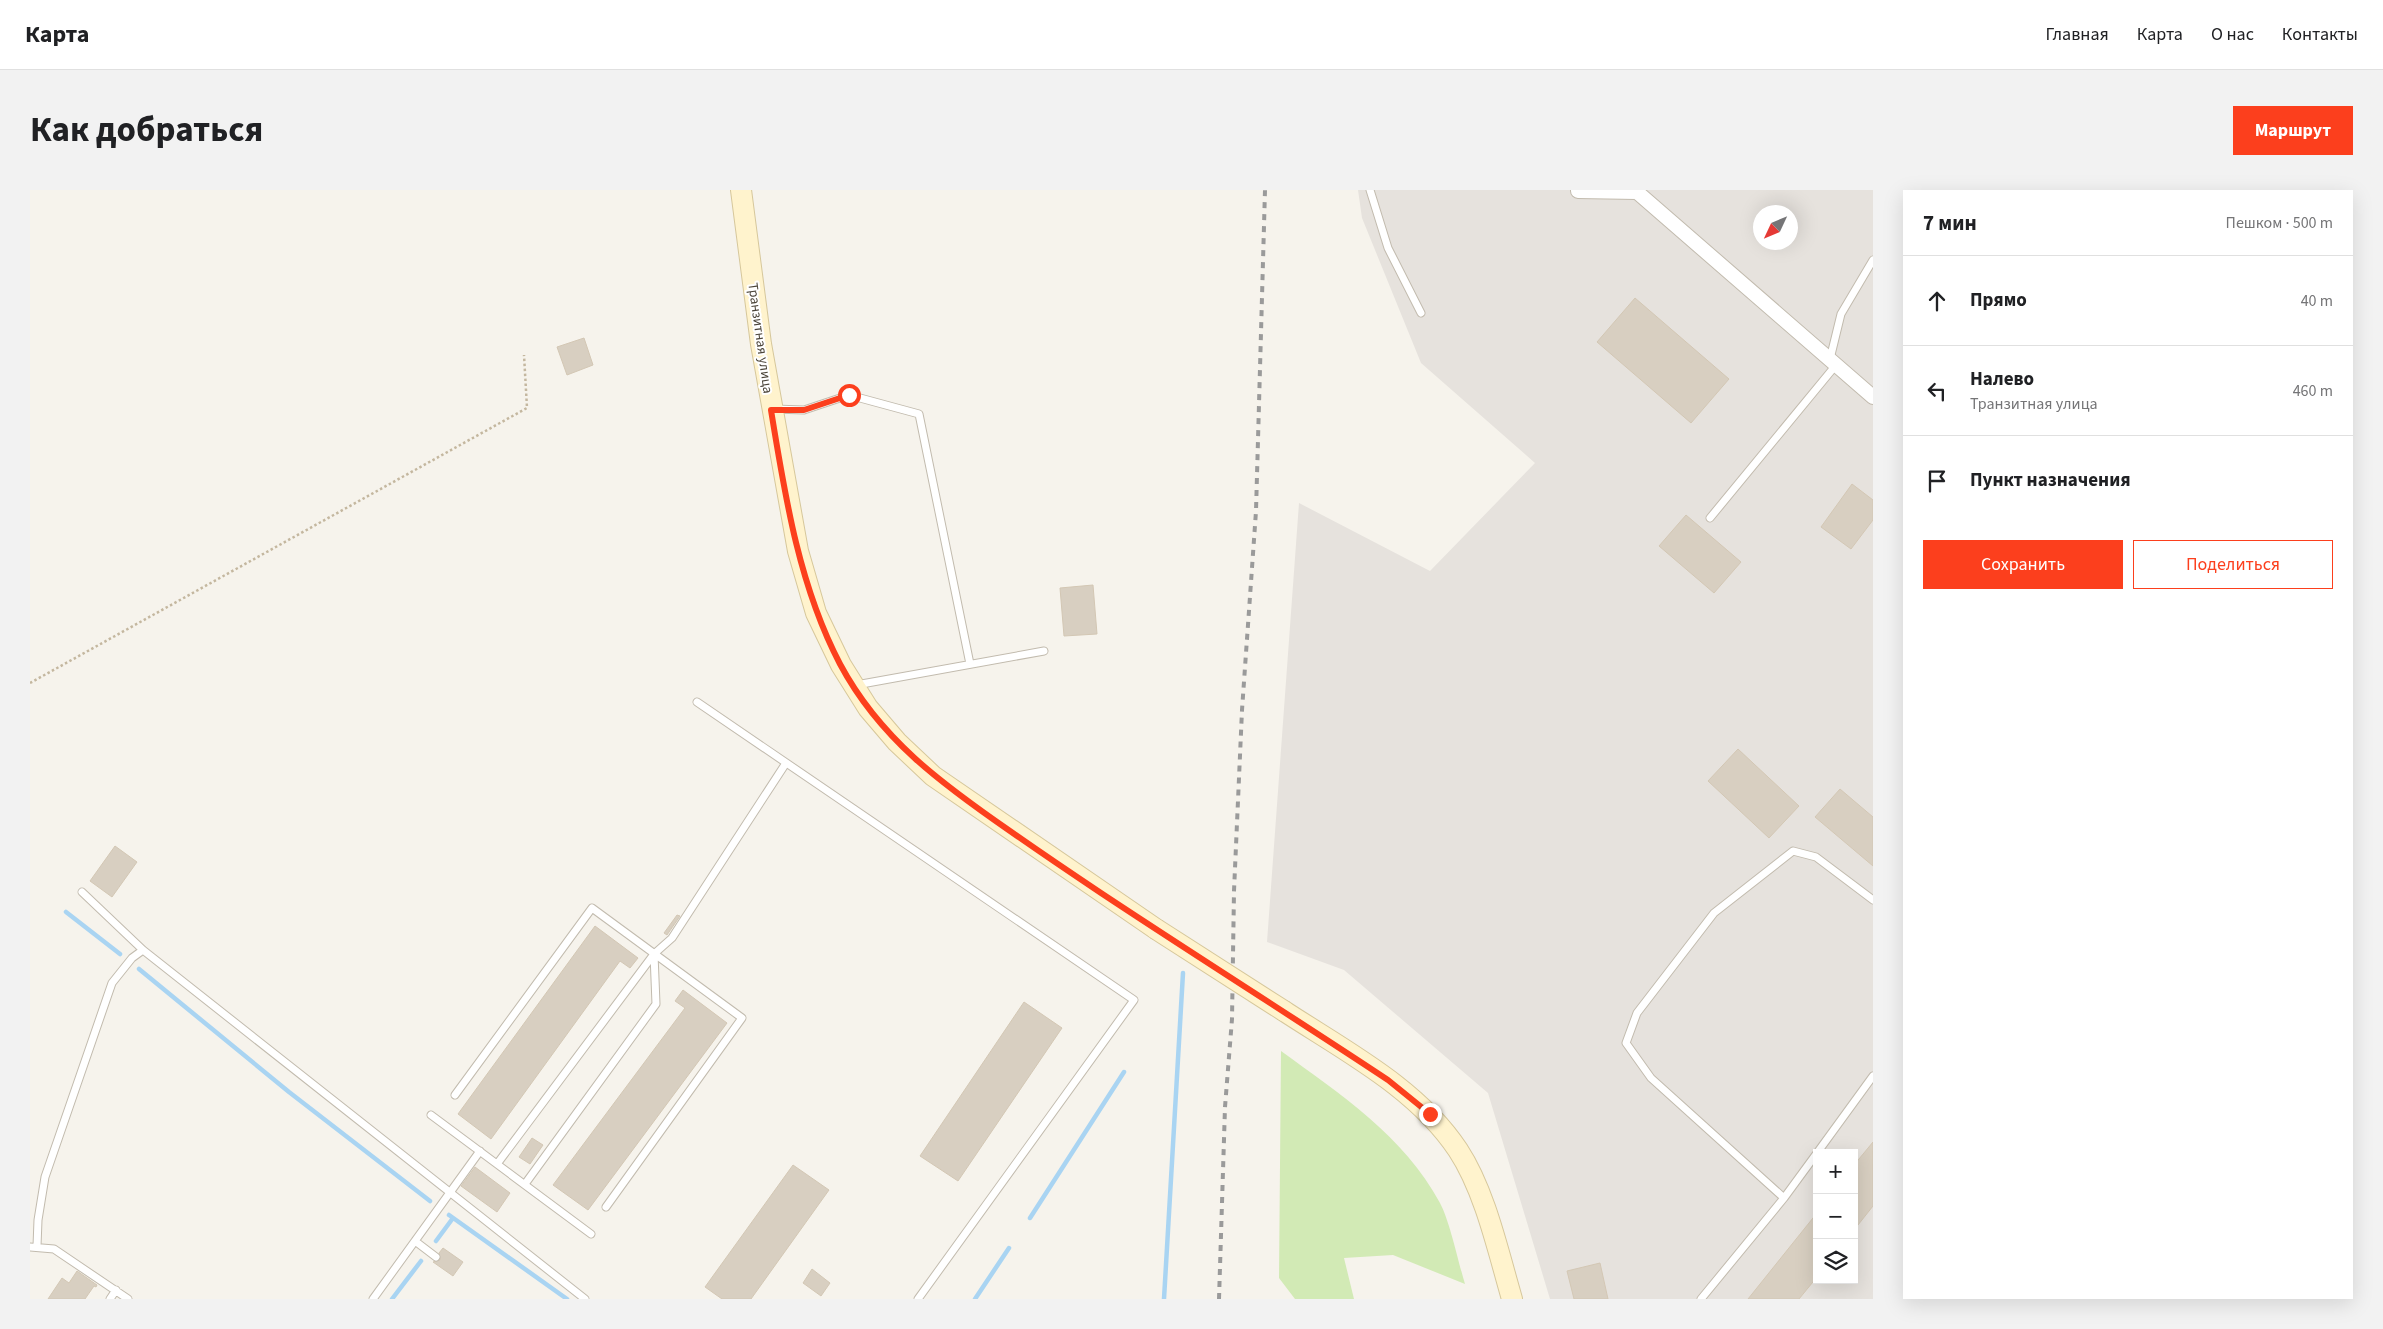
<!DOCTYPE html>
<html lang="ru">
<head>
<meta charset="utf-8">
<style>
	:root { --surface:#fff; --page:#f2f2f2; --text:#202124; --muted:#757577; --line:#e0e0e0; --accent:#fc3f1d }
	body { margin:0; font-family:"Source Sans 3",sans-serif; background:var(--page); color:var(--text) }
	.controls { position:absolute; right:15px; bottom:15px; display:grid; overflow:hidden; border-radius:0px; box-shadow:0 5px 20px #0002 }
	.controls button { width:45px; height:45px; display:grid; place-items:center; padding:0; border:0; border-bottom:1px solid var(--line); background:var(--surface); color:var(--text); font:25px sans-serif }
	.compass { position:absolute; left:1723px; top:15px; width:45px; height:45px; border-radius:50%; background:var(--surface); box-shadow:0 5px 20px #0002; rotate:226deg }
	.stop { position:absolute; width:15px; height:15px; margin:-11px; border:4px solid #fc3f1d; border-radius:50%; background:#fff }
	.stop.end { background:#fc3f1d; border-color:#fff; box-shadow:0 1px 5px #0008 }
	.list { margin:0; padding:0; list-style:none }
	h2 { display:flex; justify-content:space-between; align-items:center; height:65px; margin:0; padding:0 20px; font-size:21px }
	h2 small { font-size:16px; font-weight:400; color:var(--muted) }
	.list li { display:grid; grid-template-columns:32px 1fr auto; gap:15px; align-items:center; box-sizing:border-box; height:90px; padding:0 20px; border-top:1px solid var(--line) }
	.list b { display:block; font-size:19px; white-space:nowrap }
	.list p { margin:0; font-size:16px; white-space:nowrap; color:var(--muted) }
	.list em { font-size:16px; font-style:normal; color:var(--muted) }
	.actions { display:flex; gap:10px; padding:15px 20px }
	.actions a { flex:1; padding:11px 0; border:1px solid var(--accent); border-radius:0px; text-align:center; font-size:18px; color:var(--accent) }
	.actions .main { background:var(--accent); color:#fff }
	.icon { flex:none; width:28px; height:28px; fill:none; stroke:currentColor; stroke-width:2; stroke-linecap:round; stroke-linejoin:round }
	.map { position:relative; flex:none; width:1843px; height:1109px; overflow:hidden; border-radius:0px }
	header { display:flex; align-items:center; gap:30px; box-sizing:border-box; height:70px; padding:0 25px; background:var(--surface); border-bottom:1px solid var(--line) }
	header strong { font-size:24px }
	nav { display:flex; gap:28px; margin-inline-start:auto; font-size:18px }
	.intro { display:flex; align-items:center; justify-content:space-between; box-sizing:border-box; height:120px; padding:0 30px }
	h1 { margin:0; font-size:35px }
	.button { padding:12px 22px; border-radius:0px; background:var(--accent); color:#fff; font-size:18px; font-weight:700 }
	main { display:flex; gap:30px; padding:0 30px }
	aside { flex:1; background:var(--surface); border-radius:0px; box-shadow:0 5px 20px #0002 }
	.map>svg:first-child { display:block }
	.industrial { fill:#e6e2dd; fill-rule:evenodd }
	.green { fill:#d2eab5 }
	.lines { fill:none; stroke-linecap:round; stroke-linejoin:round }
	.stream { stroke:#a9d4f2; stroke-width:4.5 }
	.building { fill:#d8cfc1; stroke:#d3c7b4 }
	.service-casing { stroke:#c2bbae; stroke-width:9 }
	.minor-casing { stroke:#c2bbae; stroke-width:16 }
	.secondary-casing { stroke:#d6c79b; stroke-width:22 }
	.path { stroke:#c4b79f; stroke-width:2.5; stroke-dasharray:2.5 2.5; stroke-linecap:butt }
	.service { stroke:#fff; stroke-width:7 }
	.minor { stroke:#fff; stroke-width:14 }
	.secondary { stroke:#fff3cd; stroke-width:20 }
	.rail { stroke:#9a9a9a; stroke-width:4; stroke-dasharray:6 6; stroke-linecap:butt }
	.secondary-bridge-casing { stroke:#d6c79b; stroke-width:22; stroke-linecap:butt }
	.secondary-bridge { stroke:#fff3cd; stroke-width:20 }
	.route { stroke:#fc3f1d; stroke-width:6 }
	.labels { text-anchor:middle; stroke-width:4; stroke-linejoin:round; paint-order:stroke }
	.street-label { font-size:14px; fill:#4b4439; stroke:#fff }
</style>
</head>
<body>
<header>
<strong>Карта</strong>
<nav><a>Главная</a><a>Карта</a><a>О нас</a><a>Контакты</a></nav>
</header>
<div class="intro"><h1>Как добраться</h1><a class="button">Маршрут</a></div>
<main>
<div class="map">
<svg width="1843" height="1109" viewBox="0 0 1843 1109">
	<rect width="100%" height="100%" fill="#f6f3ec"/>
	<!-- industrial -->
	<path class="industrial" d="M1328,0h515v1109h-323l-62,-206 -144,-123 -77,-28 32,-439 131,68 105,-108 -114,-100 -59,-145zM1730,22h30v30h-30zM1787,963h37v127h-37z"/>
	<!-- green -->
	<path class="green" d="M1251,861c59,43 123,85 159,152 10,19 18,58 25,81l-72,-29 -49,3 10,41h-59l-16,-21z"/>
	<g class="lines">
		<!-- stream -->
		<path class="stream" d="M36,722l54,42
			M109,779l150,123 141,109
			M419,1025l118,84
			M1000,1028l94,-146
			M406,1051l17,-23
			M362,1109l29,-38
			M945,1109l34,-51
			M1134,1109l19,-326"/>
	</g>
	<!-- building -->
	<path class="building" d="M1605,108l94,81 -38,44 -94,-81z
		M554,148l9,27 -26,10 -10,-28z
		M1822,294l21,16v20l-22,29 -30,-22z
		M1656,325l55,47 -27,31 -55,-47z
		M1063,395l4,49 -33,2 -4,-48z
		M1708,559l61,57 -30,32 -61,-57z
		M1810,599l33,28v49l-58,-49z
		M85,656l22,16 -25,35 -22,-16z
		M647,725l3,1 -13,19 -3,-2z
		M565,736l43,32 -8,10 -10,-7 -129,178 -33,-25z
		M653,800l44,33 -139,187 -35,-25 132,-177 -10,-7z
		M994,812l38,26 -104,153 -38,-25z
		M502,948l11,7 -13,19 -11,-7z
		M1843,952v64l-19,24v-65z
		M763,975l36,25 -78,109h-29l-17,-12z
		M445,977l35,26 -13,19 -36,-26z
		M1787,1023v64l-18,22h-51z
		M413,1058l20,14 -10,14 -20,-14 7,-2 -1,-7z
		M1570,1073l8,36h-34l-7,-28z
		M782,1079l18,14 -9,13 -18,-13z
		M47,1081l20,14 -1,2 -2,-1 -9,13h-37l14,-21 7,5z"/>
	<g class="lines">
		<!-- service casing -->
		<g class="service-casing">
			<path id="service" d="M1340,0l18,58 33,65
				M1800,169l11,-45 32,-54
				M744,219l30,1 45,-15 70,19 51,250
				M1680,328l126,-153
				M826,495l188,-34
				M667,512l437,298 -216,299
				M52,702l61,58 442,349
				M425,905l137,-187 150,110 -136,189
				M401,925l160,119
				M1787,963l56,-77
				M467,974l157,-210 18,-16 114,-175
				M495,994l131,-180 -2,-50
				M1754,1008l-133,-120 -25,-35 11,-30 77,-100 79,-62 23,6 57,43
				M385,1051l21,16
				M7,1056l1,-26 7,-43 67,-194 20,-25 11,-8
				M0,1057l24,2 74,50
				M80,1109l6,-9
				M343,1109l107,-148
				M1671,1109l83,-101 33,-45"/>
		</g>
		<!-- minor casing -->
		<g class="minor-casing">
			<path id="minor" d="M1548,1l59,1 236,205"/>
		</g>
		<!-- secondary casing -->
		<g class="secondary-casing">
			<path id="secondary" d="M711,0l20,154 37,207 18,62 25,52 27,43 29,34 36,34 223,153
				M1254,821c61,40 133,77 174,139 27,41 40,101 54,149"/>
		</g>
		<!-- path -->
		<path class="path" d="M0,493l497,-275 -3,-53"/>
		<!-- service -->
		<use href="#service" class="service"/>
		<!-- minor -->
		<use href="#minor" class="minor"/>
		<!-- secondary -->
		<use href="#secondary" class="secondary"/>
		<!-- rail -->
		<path class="rail" d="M1189,1109l6,-192 7,-88 2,-128 8,-181 14,-199 9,-321"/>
		<!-- secondary-bridge casing -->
		<g class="secondary-bridge-casing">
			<path id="secondary-bridge" d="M1126,739l128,82"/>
		</g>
		<!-- secondary-bridge -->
		<use href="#secondary-bridge" class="secondary-bridge"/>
	</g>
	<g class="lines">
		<!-- route -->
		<path class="route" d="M819,205l-45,15h-33c14,86 28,176 69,254 40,75 102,120 170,167 30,21 61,42 91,62 95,63 192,124 287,187l42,34"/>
	</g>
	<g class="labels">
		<!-- street labels -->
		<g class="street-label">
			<text transform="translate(731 148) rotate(82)" y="5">Транзитная улица</text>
		</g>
	</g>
</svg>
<div class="controls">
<button>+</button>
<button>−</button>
<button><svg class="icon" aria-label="layers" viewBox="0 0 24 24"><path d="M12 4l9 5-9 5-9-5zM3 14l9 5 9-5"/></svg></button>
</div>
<svg class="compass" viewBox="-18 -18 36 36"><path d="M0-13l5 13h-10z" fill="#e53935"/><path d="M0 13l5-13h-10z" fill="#757577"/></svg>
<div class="stop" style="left:819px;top:205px"></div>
<div class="stop end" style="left:1400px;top:924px"></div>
</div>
<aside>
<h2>7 мин<small>Пешком · 500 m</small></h2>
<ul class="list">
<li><svg class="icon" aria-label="ahead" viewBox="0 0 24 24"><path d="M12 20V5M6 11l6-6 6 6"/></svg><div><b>Прямо</b></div><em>40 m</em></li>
<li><svg class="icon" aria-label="left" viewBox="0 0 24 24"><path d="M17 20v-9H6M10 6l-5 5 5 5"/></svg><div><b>Налево</b><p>Транзитная улица</p></div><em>460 m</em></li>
<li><svg class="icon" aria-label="arrive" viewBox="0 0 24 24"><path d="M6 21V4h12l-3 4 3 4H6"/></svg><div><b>Пункт назначения</b></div></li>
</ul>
<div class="actions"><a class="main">Сохранить</a><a>Поделиться</a></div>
</aside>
</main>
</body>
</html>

____

Exercise description:
Using the entries above, tally how many lines have the word "sans" in them; write the number and nothing more.

Output for this task:
2